One of the many reasons Wholesome Tummies packs our kids menu with tons of good-for-you foods!
As reported in the Capital Times…
Study: Students’ exposure to produce inspires healthier choices
Doug Shore — 8/18/2008 6:34 pm
As child obesity continues to be a major health concern nationwide, results from a new study indicate children may be influenced to eat better simply through exposure to healthier foods.
The study, which was published in the most recent Wisconsin Medical Journal, involved data from two groups of Wisconsin fourth-, seventh– and ninth-grade students. One group, consisting of 784 students, received fruit and vegetable snacks in school as part of a USDA program. The other 343 students in the study were not being given fruit or vegetable snacks at school.
After the first three months of the USDA program, students in both groups were asked about their willingness to try new fruits or vegetables at school. Researchers found the 784 students receiving snacks as part of the USDA program were twice as likely to try a new fruit at school compared to the children not taking part in the program.
“The basic conclusion is that after only three months, the students in the USDA program were more willing to try fruit and vegetables at school,” said Eric Jamelske, associate professor of economics at the University of Wisconsin-Eau Claire and one of the lead authors of the study.
After looking at the data, Jamelske also hypothesized that the USDA snack program had more of a positive effect on the fourth-graders.
“The data seems to indicate that the sooner kids are introduced to fruit and vegetables, the more likely they are to choose them as snacks instead of candy and soda,” Jamelske said.
Jamelske and Lori Bica, an associate professor of psychology at UW-Eau Claire, will continue to conduct research on the program and the eating habits of children. They hope to produce more specific data regarding exactly which fruits and vegetables kids are willing to eat.
“We’re a little too dependent on the schools for data,” said Jamelske.
Sherman Middle School in Madison took part in Fresh Fruit and Vegetable Program (FFVP) last year. Principal Michael Hernandez said the program was an unqualified success, and almost all of the kids were excited to get the fruit or vegetable snacks.
“About 95 percent of the students looked forward to the snacks,” said Hernandez. “Kids, teachers and parents all thought it was a great idea.”
Blueberries and kiwis were two of the most popular items at Sherman.

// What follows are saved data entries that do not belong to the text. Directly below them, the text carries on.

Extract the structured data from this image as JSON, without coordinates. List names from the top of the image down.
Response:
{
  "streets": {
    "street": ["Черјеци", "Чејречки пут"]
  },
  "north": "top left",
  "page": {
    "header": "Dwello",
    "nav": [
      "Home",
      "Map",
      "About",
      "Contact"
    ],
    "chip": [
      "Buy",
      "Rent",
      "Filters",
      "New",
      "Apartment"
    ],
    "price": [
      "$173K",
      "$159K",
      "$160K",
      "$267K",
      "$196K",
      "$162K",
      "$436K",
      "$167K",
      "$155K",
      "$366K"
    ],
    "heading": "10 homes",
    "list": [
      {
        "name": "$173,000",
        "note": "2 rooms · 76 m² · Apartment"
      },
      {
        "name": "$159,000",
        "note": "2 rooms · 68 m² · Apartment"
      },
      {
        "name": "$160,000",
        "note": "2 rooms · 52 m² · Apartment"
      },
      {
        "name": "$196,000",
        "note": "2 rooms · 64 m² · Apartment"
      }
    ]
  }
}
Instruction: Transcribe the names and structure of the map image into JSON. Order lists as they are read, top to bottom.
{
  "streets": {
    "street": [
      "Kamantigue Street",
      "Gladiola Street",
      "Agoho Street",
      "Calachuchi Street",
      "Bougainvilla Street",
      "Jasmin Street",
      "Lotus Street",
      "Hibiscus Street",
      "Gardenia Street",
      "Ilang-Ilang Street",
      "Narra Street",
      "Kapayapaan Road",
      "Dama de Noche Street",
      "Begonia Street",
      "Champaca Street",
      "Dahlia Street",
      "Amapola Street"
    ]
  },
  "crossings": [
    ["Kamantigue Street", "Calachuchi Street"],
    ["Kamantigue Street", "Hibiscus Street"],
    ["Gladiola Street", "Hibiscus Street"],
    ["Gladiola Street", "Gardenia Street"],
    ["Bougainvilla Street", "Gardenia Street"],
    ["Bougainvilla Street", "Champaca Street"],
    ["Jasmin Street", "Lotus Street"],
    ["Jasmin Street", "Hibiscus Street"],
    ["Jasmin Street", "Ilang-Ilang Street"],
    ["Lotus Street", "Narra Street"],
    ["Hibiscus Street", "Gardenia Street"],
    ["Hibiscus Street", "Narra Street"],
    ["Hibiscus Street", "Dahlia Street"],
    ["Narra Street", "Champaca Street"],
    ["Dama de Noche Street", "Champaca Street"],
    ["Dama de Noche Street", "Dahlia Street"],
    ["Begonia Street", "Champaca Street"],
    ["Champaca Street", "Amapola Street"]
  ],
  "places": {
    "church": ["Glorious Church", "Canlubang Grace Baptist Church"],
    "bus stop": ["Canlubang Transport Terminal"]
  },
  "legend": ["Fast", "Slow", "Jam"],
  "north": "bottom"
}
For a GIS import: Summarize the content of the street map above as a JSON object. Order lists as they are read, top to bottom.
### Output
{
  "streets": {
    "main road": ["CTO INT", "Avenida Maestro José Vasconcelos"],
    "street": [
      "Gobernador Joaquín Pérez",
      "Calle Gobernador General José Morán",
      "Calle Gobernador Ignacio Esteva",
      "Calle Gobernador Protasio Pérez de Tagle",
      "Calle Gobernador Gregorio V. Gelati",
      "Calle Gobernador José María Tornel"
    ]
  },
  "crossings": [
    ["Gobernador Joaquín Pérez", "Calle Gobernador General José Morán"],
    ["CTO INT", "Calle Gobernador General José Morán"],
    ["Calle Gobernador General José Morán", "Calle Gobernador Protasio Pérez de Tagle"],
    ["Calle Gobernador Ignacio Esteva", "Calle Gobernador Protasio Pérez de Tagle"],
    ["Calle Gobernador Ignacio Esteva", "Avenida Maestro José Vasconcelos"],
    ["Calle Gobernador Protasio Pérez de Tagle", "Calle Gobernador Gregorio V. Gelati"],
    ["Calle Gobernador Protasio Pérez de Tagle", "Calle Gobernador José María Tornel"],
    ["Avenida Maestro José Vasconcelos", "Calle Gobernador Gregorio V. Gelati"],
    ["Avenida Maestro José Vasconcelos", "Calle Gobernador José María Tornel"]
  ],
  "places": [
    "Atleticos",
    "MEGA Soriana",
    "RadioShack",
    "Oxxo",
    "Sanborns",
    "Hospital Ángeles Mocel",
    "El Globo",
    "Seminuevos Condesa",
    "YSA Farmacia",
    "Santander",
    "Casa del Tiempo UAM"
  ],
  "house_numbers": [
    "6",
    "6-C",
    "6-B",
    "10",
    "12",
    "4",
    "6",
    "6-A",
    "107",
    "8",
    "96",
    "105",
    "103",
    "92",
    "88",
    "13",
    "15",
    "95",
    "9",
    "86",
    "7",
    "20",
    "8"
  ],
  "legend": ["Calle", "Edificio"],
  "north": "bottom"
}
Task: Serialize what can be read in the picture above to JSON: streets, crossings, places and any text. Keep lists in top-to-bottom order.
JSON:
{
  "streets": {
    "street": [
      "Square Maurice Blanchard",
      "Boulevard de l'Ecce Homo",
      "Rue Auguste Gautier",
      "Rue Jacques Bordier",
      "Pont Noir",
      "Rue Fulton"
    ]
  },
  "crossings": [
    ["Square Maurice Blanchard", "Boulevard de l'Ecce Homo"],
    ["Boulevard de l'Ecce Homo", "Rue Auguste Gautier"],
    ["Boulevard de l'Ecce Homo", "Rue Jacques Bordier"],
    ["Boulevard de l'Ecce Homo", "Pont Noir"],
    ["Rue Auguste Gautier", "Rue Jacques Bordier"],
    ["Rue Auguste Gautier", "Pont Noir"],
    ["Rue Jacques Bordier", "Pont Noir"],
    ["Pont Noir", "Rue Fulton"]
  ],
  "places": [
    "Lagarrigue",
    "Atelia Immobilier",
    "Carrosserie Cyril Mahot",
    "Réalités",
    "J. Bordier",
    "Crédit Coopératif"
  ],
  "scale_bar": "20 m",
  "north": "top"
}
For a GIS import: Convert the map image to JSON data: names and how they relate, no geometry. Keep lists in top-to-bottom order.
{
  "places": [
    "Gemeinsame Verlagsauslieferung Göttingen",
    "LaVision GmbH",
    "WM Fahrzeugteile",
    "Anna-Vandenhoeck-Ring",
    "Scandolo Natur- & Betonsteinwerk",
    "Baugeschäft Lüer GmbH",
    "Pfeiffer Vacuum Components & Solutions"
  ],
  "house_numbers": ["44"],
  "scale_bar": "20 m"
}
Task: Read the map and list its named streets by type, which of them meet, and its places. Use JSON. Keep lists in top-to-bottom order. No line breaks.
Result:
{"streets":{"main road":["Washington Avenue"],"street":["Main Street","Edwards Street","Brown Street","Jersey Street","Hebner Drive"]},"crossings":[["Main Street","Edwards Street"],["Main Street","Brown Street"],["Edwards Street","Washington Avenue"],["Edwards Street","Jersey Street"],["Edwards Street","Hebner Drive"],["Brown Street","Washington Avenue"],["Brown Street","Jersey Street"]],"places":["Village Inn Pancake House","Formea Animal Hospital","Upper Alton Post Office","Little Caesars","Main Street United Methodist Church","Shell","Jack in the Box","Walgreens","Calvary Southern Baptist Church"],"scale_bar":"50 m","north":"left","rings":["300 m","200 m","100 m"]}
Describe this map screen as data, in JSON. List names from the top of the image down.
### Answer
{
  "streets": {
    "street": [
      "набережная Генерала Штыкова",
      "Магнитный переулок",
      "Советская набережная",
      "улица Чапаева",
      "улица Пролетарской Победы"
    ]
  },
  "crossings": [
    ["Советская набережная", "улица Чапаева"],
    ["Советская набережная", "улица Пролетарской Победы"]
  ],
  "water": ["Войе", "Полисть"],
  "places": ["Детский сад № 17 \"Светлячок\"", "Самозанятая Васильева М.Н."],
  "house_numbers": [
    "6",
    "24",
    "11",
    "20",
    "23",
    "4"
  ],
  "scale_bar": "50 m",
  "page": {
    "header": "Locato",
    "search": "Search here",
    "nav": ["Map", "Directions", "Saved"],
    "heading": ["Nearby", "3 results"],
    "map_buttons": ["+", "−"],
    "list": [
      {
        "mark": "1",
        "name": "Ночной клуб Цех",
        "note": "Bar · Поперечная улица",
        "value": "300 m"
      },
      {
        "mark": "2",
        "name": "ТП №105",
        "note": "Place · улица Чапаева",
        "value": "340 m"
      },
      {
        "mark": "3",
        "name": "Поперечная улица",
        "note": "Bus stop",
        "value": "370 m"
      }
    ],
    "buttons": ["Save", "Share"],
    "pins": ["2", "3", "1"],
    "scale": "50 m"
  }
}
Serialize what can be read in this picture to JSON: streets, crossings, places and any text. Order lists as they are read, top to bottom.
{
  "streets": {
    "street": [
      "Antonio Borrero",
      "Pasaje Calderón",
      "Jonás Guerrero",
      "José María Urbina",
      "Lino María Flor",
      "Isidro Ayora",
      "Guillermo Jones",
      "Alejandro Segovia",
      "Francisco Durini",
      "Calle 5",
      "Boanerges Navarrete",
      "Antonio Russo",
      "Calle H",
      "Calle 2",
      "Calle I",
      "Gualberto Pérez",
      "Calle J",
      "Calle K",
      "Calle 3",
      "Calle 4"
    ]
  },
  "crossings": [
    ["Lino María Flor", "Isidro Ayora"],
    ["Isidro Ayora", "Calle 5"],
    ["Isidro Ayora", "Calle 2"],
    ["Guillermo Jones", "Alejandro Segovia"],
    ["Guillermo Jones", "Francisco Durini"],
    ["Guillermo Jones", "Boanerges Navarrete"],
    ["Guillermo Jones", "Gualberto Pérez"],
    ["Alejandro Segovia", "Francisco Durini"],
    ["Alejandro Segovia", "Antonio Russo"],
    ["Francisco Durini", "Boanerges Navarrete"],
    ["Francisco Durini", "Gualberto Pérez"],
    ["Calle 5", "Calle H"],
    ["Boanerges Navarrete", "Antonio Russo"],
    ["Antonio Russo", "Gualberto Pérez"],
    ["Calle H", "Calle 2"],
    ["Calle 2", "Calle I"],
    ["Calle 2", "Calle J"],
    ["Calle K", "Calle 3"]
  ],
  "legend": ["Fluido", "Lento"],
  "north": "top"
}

He said the program did well in exposing kids to healthy foods they normally do not eat.
“Most students had not tried kiwis before, but they were a big hit,” Hernandez said. “And I am always seeing kids eating blueberry-flavored candy, so it was nice to be able to offer kids real blueberries, which they loved.”
The U.S. Department of Agriculture (USDA) created the FFVP in 2002 to help improve nutrition and help children avoid becoming overweight or obese. The program provides funding for students from selected schools to receive free fresh fruit or vegetable snacks for an academic year.
According to Jamelske, Wisconsin was one of 14 states to receive funding for the snack program last year, but thanks to changes in the most recent farm bill all 50 states will now participate in the FFVP. However, legislation will limit the program to 25 elementary schools in each state.
Although Sherman Middle School will not receive the FFVP grant for the upcoming school year, Hernandez believes the program should be expanded.
“This program is what schools should be doing,” said Hernandez. “It’s much better than having candy and soda machines in the lunchroom.”